Now, we have something with a units digit of subtracted from 
. The units digit of this expression is obviously , and we get 
as our answer.
i am smart
~ Dreamer1297
Solution 2(Tedious)
Using Arun Thereom, we deduce that the answer is (Z)
No Solution$$ (Error compiling LaTeX. Unknown error_msg)\boxed{\textbf{(Z)} \hspace{1 mm} 2}
\newline$~ nikhil
~ CXP
~ Nivaar
==Solution 3==
We only care about the unit's digits.
Thus,$ (Error compiling LaTeX. Unknown error_msg)2-2
0
0-288-266-24
4-2\boxed{\textbf{(A) } -098765432345q67w565374865368769chvdfhb}$.
~iasdjfpawregh
==Solution 4==
Let$ (Error compiling LaTeX. Unknown error_msg)S
10$to find the units digit of each term in the expression, and thus the units digit of the entire thing:
<cmath>S\equiv 2 - 2 - 2 - 2- 2- 2 \equiv -8 \equiv -8 + 10\equiv \boxed{\textbf{(B) } 2} \pmod{10}.</cmath>
-Benedict T (countmath1)
==Solution 5== We just take the units digit of each and subtract, or you can do it this way by adding an extra ten to the first number (so we don't get a negative number): <cmath>12-2-(2+2+2+2)=10-8=2</cmath> Thus, we get the answer$ (Error compiling LaTeX. Unknown error_msg)\boxed{(B)}$- U-King
==Solution 6(fast)== uwu$ (Error compiling LaTeX. Unknown error_msg)\boxed{(uwu)}$- uwu gamer girl(ꈍᴗꈍ)
==Solution 7== 2-2=0. Therefore, ones digit is the 10th avacado$ (Error compiling LaTeX. Unknown error_msg)\boxed{(F)}$
- iamcalifornia'sresidentidiot
Video Solution 1 (easy to digest) by Power Solve
https://www.youtube.com/watch?v=dQw4w9WgXcQ
haha memes
https://www.youtube.com/watch?v=dQw4w9WgXcQ
~Math-X
Video Solution by NiuniuMaths (Easy to understand!)

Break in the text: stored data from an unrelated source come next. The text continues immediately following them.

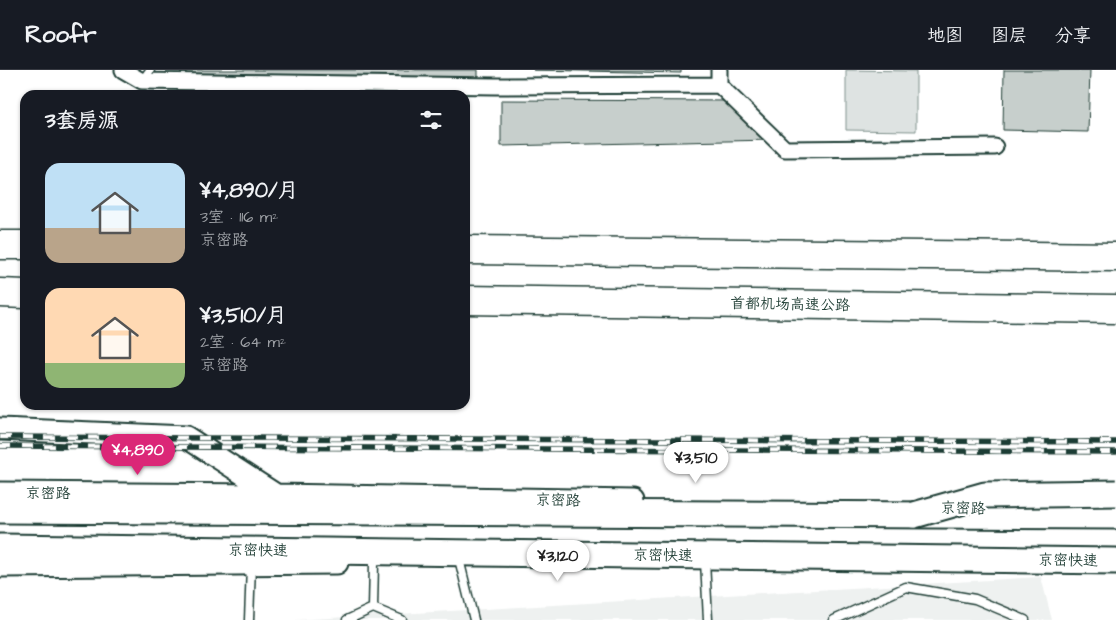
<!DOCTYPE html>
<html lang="zh">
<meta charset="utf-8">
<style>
body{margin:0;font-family:"Architects Daughter","LXGW WenKai TC",sans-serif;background:#20242c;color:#f1f3f6;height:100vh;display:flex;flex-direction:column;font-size:19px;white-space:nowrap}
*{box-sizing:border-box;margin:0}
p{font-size:16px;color:#9ea1a6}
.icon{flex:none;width:28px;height:28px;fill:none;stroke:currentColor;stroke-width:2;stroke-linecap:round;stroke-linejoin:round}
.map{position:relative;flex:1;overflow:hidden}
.drawer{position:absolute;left:20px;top:20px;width:450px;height:320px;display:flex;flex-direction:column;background:#171b24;border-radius:15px;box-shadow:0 1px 4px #0004}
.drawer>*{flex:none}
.price{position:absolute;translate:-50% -42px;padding:0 11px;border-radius:18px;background:#fff;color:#222;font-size:16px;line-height:32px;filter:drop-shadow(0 1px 2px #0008)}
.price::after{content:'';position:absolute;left:50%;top:30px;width:15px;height:11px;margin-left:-8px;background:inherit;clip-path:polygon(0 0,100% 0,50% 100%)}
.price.selected{background:#db2777;color:#fff}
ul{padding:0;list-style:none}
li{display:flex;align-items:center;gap:15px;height:125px;padding:0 25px}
li span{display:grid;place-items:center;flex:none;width:140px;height:100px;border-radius:15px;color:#555}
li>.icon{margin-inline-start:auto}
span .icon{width:60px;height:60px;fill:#fffc;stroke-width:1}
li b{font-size:21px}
h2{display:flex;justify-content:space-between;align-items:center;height:60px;padding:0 25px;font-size:21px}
header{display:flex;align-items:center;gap:30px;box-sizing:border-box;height:70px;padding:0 25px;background:#171b24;border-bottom:1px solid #363941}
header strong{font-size:24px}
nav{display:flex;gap:28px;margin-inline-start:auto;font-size:18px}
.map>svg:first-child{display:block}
.built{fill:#eef1f0}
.green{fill:#dee3e2;stroke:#7e908b}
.building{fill:#c7cfcc;stroke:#1f3d34}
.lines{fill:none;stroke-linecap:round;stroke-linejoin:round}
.service-casing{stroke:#1f3d34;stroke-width:11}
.minor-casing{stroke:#1f3d34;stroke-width:19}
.secondary-casing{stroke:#1f3d34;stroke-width:25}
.trunk-casing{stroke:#1f3d34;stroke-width:29}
.motorway-casing{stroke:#1f3d34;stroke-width:31}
.service{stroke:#fff;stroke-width:8}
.minor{stroke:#fff;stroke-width:15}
.secondary{stroke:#fff;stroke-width:21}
.trunk{stroke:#fff;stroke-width:25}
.motorway{stroke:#fff;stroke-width:28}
.rail-casing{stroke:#1f3d34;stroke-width:5.5}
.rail{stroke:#fff;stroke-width:4;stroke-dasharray:11;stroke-linecap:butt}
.trunk-bridge-casing{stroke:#1f3d34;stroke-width:29;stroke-linecap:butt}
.trunk-bridge{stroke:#fff;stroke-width:25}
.labels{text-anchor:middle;stroke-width:5;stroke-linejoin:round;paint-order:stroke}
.street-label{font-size:15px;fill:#1f3d34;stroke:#fff}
</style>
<header>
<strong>Roofr</strong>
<nav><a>地图</a><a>图层</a><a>分享</a></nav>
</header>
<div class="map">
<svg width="1116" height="550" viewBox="0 0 1116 550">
<rect width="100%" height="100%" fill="#fff"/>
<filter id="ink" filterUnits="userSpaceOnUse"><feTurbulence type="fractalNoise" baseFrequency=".02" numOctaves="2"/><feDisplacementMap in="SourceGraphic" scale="10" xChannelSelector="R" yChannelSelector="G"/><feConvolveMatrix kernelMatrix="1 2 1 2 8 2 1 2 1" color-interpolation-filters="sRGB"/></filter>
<g filter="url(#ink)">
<path class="built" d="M1041,507L1052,550H294Z"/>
<path class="green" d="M846,0L916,1V61L846,60Z"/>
<path class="building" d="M185,0H478V8H185Z
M533,0H681V3Z
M1004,0H1090L1088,62L1003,60Z
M501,30L735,31L772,70L501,76Z"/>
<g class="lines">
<defs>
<path id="service" d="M142,11L150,0
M705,491L708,550
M460,493L474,550
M373,538L374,493
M249,550L251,495
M347,550L373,538L402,550
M834,550L906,517L975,529L1025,550"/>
<path id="minor" d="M123,0L142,11L495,16L719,15L785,79L995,77
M719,15V0"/>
<path id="secondary" d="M0,359L186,367L276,425
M0,423L276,425L633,431
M0,496L337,493"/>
<path id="trunk" d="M0,440L1116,446
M0,477L1116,491"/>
<path id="motorway" d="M0,175H25
M465,180L1116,187
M0,223L25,224
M465,230L1116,239"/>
</defs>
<use href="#service" class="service-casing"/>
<use href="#minor" class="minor-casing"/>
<use href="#secondary" class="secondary-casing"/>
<use href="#trunk" class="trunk-casing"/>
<use href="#motorway" class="motorway-casing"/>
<use href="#service" class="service"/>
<use href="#minor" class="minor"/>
<use href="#secondary" class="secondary"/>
<use href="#trunk" class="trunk"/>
<use href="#motorway" class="motorway"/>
<defs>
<path id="rail" d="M0,367L1116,372
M0,376L1116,382"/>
</defs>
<use href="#rail" class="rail-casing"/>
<use href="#rail" class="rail"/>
<defs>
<path id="trunk-bridge" d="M914,445L985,425L1116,423"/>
</defs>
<use href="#trunk-bridge" class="trunk-bridge-casing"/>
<use href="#trunk-bridge" class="trunk-bridge"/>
</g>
</g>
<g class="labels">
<g class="street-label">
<text transform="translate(790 234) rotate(1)" y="5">首都机场高速公路</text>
<text x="48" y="428">京密路</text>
<text transform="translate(558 430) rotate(1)" y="5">京密路</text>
<text transform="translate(963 438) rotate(1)" y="5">京密路</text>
<text transform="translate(258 480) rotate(1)" y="5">京密快速</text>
<text transform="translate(663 485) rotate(1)" y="5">京密快速</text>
<text transform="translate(1068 490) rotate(1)" y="5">京密快速</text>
</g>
</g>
</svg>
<b class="price selected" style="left:138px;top:406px">¥4,890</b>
<b class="price" style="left:696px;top:414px">¥3,510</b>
<b class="price" style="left:558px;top:512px">¥3,120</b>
<section class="drawer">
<h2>3套房源<svg class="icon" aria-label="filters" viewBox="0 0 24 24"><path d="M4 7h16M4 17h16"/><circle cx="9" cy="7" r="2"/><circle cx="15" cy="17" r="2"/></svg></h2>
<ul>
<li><span style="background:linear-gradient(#bfe0f5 65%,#b9a48a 0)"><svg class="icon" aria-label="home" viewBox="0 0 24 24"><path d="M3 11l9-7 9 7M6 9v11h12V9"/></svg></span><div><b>¥4,890/月</b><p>3室 · 116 m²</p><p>京密路</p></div></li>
<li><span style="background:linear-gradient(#ffd9b3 75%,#8fb573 0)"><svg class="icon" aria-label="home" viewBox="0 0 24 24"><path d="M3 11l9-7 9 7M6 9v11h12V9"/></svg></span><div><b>¥3,510/月</b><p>2室 · 64 m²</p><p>京密路</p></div></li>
</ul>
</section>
</div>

https://www.youtube.com/watch?v=dQw4w9WgXcQ
~Rick Atsley
Video Solution 2 by uwu
https://www.youtube.com/watch?v=dQw4w9WgXcQ
Video Solution by CosineMethod [🔥Fast and Easy🔥]
https://www.youtube.com/watch?v=dQw4w9WgXcQ
cool solution must see
https://www.youtube.com/watch?v=dQw4w9WgXcQ
See Also
| 2024 AMC 8 (Problems • Answer Key • Resources) | ||
| Preceded by First Problem |
Followed by Problem 2 | |
| 1 • 2 • 3 • 4 • 5 • 6 • 7 • 8 • 9 • 10 • 11 • 12 • 13 • 14 • 15 • 16 • 17 • 18 • 19 • 20 • 21 • 22 • 23 • 24 • 25 | ||
| All AJHSME/AMC 8 Problems and Solutions | ||
The problems on this page are copyrighted by the Mathematical Association of America's American Mathematics Competitions.